The processor module transforms raw parsed data from the parser into a clean, normalized format suitable for AI model consumption or further analysis.
prepare_for_ai()
Normalizes parsed file data and computes aggregate statistics across the entire project.
Location: docugen/core/processor.py:57
def prepare_for_ai(
parsed_files: Mapping[str, Mapping[str, Any]]
) -> dict[str, Any]
Parameters
parsed_files
Mapping[str, Mapping[str, Any]]
required
Dictionary mapping file paths to parsed data structures (typically output from parse_project()).
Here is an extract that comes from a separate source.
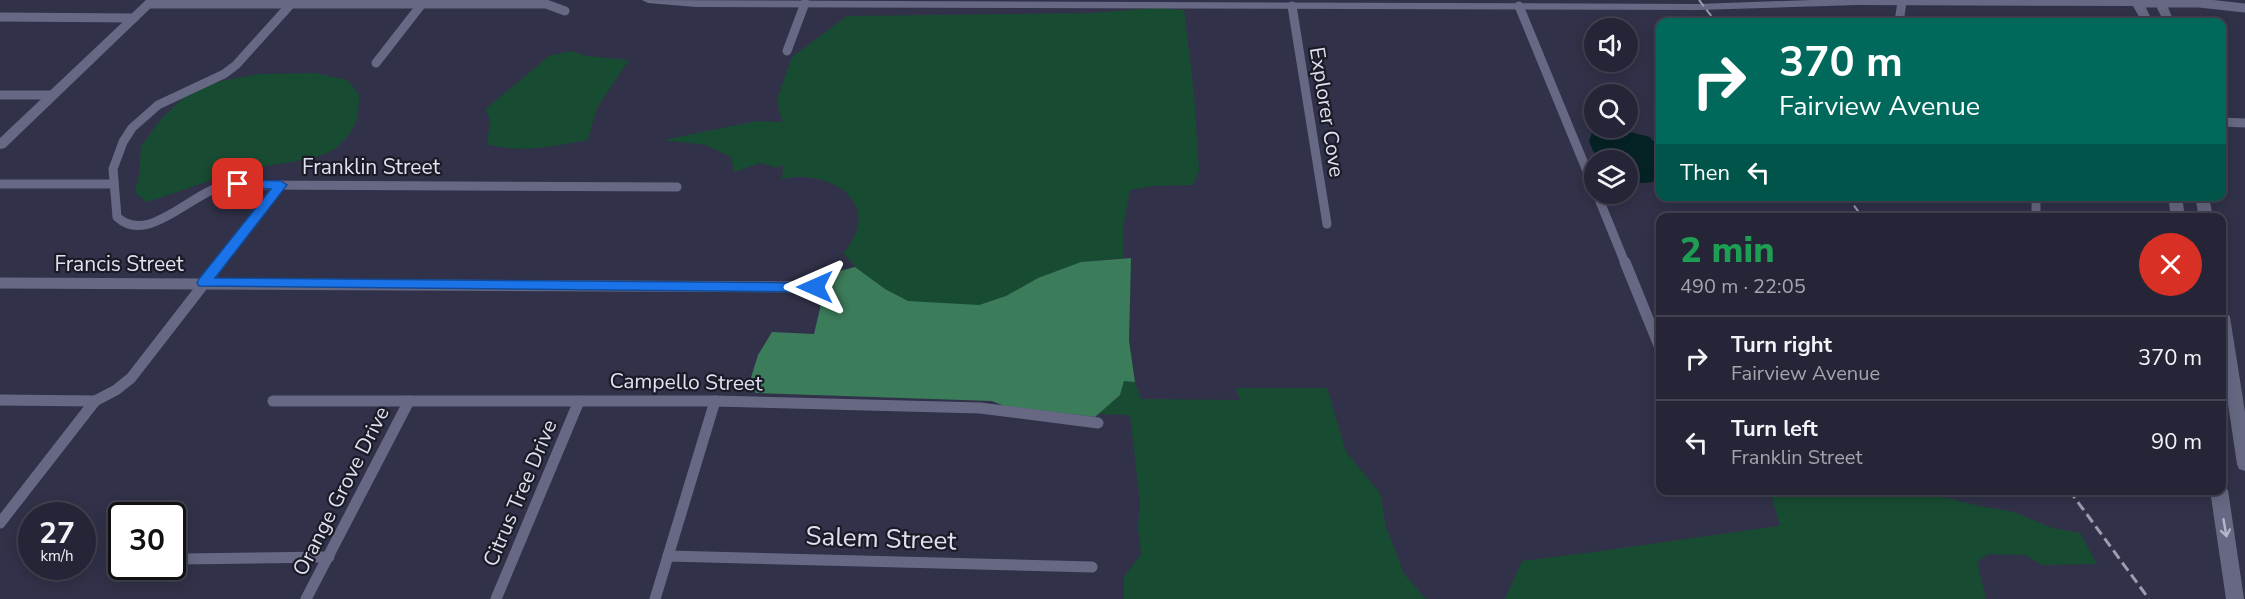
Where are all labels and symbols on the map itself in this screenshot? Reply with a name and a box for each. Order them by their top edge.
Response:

Each value should be a dictionary with classes, functions, metrics, and errors keys.
Returns
Normalized project data with summary statistics and cleaned file data:{
"summary": {
"file_count": int, # Total number of files
"class_count": int, # Total classes across all files
"method_count": int, # Total methods across all classes
"function_count": int, # Total top-level functions
"error_count": int # Total parse errors
},
"files": [
{
"path": str, # File path
"classes": list[dict], # Normalized classes
"functions": list[dict], # Normalized functions
"metrics": dict, # File metrics
"errors": list[str] # Non-empty error messages
},
# ... more files
]
}
Normalization Process
The function performs the following transformations:
- Text cleaning: All string values are stripped of whitespace
- Type safety: Missing values are replaced with appropriate defaults
- Error filtering: Only non-empty error messages are included
- Sorting: Files are sorted alphabetically by path
- Statistics: Computes aggregate counts across all files
Behavior
- Processes files in sorted order by path
- Empty or missing fields are normalized to empty strings, empty lists, or zero
- Non-integer metrics are coerced to integers
- All text values are cleaned using
_as_clean_text()
Example
from docugen.core.scanner import scan_python_files
from docugen.core.parser import parse_project
from docugen.core.processor import prepare_for_ai
# Complete workflow: scan, parse, and prepare
files = scan_python_files("~/my-project")
parsed = parse_project(files, root="~/my-project")
ai_ready = prepare_for_ai(parsed)
# Access summary statistics
print(f"Project Summary:")
print(f" Files: {ai_ready['summary']['file_count']}")
print(f" Classes: {ai_ready['summary']['class_count']}")
print(f" Functions: {ai_ready['summary']['function_count']}")
print(f" Methods: {ai_ready['summary']['method_count']}")
print(f" Errors: {ai_ready['summary']['error_count']}")
# Iterate through normalized files
for file_data in ai_ready["files"]:
print(f"\n{file_data['path']}:")
for cls in file_data["classes"]:
print(f" class {cls['name']}:")
for method in cls["methods"]:
args_str = ", ".join(arg["name"] for arg in method["args"])
print(f" def {method['name']}({args_str})")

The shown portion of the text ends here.